Zebras: Despite an impressive coaching line-up which includes some of the greats of the Italian game, the Parma-based team that will take part in the PRO12 and Heineken Cup next season could possibly have the worst name in the history of the game! Rugby is a brutal, physical game where the laws of the jungle (pardon the pun) are applied ruthlessly on the field and in the press. The FIR have been at pains to stress that they want a team made up mostly of Italians and not imports from the Highveld. Yet they've chosen a not-so-Italian animal to be their symbol. The funniest part of the whole situation is that Italy's other team, Treviso (who actually win fairly often these days) are known as i Leoni (the Lions). We can see the headlines following Italian derbies already...
Japan: Former Wallabies coach Eddie Jones took over the reins from John Kirwan after the defending Pacific Nations Cup champions' winless showing at last year's World Cup. Jones was seen as the man that man that would fix the 2019 World Cup hosts' problems, especially after he guided Suntory Sungoliath to the Japanese Championship title last year. But the men from the Land of the Rising Sun have little to crow about after suffering consecutive defeats at home to Fiji and Tonga.

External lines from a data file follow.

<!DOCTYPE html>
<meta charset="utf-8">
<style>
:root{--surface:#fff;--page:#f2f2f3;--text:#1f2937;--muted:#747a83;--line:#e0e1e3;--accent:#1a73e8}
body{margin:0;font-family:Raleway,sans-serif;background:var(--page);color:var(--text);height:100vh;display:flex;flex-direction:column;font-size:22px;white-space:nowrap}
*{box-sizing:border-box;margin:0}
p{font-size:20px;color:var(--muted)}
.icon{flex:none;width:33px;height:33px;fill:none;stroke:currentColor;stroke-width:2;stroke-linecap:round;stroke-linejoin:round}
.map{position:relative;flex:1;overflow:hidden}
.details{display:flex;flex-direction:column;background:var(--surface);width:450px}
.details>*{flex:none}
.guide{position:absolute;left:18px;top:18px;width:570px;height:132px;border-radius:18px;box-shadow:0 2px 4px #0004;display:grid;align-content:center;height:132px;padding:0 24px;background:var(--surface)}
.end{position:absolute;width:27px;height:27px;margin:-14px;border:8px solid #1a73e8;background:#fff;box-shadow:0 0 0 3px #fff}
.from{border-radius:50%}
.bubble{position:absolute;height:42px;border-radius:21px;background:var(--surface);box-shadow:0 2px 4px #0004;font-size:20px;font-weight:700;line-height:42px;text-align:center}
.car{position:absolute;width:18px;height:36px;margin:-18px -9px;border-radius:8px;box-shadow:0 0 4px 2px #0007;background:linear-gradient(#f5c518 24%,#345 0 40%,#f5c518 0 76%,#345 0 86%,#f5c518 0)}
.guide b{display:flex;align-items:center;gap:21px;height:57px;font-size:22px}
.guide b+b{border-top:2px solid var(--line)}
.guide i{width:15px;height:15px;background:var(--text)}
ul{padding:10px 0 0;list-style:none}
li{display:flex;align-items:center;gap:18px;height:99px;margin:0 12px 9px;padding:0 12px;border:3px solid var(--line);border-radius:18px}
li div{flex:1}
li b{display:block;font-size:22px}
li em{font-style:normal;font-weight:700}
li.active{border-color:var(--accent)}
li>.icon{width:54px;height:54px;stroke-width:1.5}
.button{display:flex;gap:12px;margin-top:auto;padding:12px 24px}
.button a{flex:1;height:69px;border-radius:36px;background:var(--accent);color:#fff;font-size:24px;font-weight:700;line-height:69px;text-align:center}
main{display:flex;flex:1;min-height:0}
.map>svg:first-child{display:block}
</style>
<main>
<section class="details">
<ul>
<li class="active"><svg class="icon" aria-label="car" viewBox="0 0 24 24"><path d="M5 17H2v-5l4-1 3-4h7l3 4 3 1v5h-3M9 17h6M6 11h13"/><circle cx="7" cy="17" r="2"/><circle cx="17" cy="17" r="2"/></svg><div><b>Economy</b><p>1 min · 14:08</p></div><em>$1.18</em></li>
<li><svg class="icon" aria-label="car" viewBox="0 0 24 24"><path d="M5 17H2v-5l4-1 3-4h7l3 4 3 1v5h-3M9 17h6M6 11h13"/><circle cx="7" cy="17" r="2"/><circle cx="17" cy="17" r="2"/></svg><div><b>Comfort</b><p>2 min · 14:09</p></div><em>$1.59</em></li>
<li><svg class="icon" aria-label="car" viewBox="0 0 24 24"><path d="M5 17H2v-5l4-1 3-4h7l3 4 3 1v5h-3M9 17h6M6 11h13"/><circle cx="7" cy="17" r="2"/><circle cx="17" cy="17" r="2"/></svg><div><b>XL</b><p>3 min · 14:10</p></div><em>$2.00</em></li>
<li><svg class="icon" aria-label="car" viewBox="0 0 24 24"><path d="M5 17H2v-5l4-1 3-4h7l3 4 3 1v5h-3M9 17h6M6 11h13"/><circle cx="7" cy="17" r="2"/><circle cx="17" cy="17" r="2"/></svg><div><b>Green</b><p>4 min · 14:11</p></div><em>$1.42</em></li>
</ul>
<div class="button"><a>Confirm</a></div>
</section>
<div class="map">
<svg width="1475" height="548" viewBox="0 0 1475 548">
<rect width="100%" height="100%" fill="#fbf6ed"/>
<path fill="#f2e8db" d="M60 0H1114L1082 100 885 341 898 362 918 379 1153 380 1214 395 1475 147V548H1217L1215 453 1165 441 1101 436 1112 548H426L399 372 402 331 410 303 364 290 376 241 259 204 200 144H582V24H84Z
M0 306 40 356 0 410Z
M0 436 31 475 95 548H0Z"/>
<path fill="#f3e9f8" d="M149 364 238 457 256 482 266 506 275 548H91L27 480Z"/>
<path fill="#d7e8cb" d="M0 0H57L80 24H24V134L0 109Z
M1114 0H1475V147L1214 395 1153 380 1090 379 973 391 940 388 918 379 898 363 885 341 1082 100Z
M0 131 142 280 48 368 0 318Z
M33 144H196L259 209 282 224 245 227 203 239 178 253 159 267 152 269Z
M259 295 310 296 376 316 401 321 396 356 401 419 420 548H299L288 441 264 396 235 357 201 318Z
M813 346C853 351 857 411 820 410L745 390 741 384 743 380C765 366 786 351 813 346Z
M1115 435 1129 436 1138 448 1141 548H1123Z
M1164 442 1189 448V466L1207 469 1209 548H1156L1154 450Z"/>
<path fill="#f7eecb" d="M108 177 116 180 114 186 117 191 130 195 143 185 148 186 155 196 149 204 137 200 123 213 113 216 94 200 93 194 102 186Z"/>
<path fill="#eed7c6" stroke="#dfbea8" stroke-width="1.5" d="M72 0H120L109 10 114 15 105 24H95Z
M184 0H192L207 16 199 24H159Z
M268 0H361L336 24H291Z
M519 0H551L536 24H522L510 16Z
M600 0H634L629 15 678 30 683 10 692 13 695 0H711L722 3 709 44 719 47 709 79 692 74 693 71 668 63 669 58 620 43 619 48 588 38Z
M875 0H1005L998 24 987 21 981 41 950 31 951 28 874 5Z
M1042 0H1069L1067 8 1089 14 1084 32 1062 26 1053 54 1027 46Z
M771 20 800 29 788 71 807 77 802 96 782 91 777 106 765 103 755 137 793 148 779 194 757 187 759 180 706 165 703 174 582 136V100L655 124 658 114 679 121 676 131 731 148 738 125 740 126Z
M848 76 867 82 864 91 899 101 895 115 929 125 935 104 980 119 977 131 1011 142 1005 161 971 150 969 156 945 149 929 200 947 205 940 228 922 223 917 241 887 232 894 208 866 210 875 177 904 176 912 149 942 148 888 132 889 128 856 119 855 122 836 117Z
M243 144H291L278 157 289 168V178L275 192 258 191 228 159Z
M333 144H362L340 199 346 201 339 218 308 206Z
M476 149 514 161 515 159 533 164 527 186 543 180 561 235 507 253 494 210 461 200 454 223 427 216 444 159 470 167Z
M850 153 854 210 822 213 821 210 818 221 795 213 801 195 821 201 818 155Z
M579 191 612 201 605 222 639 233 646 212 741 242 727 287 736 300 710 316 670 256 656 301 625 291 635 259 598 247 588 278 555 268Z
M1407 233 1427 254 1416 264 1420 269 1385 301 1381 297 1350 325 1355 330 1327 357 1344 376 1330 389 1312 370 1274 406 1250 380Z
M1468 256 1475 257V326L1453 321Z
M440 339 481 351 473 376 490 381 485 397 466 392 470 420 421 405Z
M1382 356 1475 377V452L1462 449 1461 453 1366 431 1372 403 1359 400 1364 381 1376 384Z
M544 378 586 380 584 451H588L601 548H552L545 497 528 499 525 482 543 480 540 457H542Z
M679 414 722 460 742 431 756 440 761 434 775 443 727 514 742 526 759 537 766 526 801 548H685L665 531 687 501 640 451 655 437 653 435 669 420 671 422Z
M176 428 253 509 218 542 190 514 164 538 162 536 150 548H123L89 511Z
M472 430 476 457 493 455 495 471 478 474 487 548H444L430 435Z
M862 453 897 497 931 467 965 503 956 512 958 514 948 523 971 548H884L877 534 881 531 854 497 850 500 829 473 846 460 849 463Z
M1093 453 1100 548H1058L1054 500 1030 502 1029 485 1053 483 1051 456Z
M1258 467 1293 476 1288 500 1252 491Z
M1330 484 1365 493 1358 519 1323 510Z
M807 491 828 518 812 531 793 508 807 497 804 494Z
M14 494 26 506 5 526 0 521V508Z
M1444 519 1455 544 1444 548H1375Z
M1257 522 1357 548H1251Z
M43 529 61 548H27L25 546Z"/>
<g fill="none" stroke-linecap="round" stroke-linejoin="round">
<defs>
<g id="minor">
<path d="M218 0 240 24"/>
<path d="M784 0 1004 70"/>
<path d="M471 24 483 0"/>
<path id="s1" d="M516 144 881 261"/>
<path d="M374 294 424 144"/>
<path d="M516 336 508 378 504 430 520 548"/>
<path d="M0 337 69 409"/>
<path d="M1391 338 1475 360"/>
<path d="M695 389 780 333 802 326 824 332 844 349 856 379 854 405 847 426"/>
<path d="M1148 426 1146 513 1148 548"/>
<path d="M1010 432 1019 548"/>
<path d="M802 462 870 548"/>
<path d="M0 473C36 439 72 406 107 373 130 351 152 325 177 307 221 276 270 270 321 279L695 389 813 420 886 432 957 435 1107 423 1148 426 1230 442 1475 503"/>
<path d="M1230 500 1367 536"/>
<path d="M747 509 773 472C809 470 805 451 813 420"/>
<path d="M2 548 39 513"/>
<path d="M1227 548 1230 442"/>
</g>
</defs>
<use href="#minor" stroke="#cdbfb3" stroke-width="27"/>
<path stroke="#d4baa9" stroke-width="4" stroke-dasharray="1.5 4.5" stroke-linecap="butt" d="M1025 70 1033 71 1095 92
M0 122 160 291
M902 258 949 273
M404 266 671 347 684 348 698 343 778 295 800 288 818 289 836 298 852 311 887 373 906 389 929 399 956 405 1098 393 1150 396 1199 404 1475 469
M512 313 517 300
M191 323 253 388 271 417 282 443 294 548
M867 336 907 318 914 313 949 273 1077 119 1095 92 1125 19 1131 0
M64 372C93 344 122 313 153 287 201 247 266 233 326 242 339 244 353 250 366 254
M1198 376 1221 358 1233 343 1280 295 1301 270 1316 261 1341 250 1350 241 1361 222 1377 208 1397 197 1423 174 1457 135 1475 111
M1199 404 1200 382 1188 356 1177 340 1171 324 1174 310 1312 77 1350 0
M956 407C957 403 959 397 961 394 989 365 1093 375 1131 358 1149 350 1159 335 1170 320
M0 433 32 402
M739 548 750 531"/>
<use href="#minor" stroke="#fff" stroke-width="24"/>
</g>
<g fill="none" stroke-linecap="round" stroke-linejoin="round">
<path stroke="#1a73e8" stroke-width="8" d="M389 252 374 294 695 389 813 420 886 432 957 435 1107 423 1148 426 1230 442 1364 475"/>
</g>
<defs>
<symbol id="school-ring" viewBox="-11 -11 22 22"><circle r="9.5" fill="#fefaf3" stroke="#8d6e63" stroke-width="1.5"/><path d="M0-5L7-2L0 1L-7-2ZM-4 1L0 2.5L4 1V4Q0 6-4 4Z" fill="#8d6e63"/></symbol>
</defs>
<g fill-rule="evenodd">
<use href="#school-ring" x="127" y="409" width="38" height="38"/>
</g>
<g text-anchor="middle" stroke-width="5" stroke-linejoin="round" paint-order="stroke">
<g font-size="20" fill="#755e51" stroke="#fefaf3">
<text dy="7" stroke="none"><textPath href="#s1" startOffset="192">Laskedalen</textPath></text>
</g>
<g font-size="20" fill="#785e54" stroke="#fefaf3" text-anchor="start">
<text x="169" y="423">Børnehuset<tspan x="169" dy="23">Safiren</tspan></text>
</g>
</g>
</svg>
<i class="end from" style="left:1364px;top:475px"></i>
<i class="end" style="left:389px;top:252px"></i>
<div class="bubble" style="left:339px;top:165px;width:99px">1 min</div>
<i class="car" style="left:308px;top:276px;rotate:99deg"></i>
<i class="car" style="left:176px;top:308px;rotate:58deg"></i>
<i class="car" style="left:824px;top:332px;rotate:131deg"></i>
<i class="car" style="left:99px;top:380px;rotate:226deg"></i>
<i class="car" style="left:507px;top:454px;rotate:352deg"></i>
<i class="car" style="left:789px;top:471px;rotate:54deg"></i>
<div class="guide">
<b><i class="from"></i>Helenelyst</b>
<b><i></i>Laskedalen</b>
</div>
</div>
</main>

Kurtley Beale and Quade Cooper: Being injured didn't prevent the Wallabies duo from hitting the headlines. Only problem is... they made the front page and not the back page of newspapers in Australia after being asked to leave a Brisbane hotel during the early hours of Friday morning after an "incident" with security guards at the establishment's pub. It is alleged that Beale hit a security guard on the head. The Australian Rugby Union are investigating. Another incident to be swept under the carpet?
Rhys Priestland: The Wales pivot must still be wondering what could have happened if he had managed to hold onto the ball in the 63rd minute in Brisbane. With a massive overlap on his outside and the score at 20-19 Wales were on the attack inside Australia's 22 when Priestland dropped the egg. To be fair, the pass was a difficult one and high above his head but as they say in cricket...catches win matches.
SABC: Another mammoth stuff-up from South Africa's national broadcaster. Instead of showing a delayed broadcast of the first Test between the Springboks and England, as advertised, fans were treated to....an episode of Smallville. It's a sad day when spandex suits, kryptonite and super-powered teenage-angst trump Test rugby.
AWOL Pacific Islanders: It's a sorry reflection of the state of rugby in the Pacific Islands when on a weekend that Samoa, Tonga and Fiji are playing Test matches, no less than twelve internationals were lining up for the BGC APB invitational side against Saracens in Hong Kong. A combination of politics and money meant that Kahn Fotuali'i, Alesana Tuilagi, Henry Tuilagi, Seilala Mapusua, Seru Rabeni, Viliami Ma'asi, Tonga Lea'aetoa, Elvis Seveali'i, Vilimoni Delasau, Mahonri Schwalger, Deacon Manu and Sione Timani were not doing duty for their respective national sides.
Top 14 knock outs: Toulouse forwards coach Yannick Bru said it best after the final: "The Top 14 is totally locked." 240 minutes of rugby and not single try. C'est ennuyeux.
The European ranking system: We've made this point before and it seems that the big clubs in England and France are also sick of the lopsided clashes and pools that have become a trend in the Heineken Cup. English clubs are threatening to pull out off European competition if the qualification and ranking system is not reviewed and it's easy to understand why.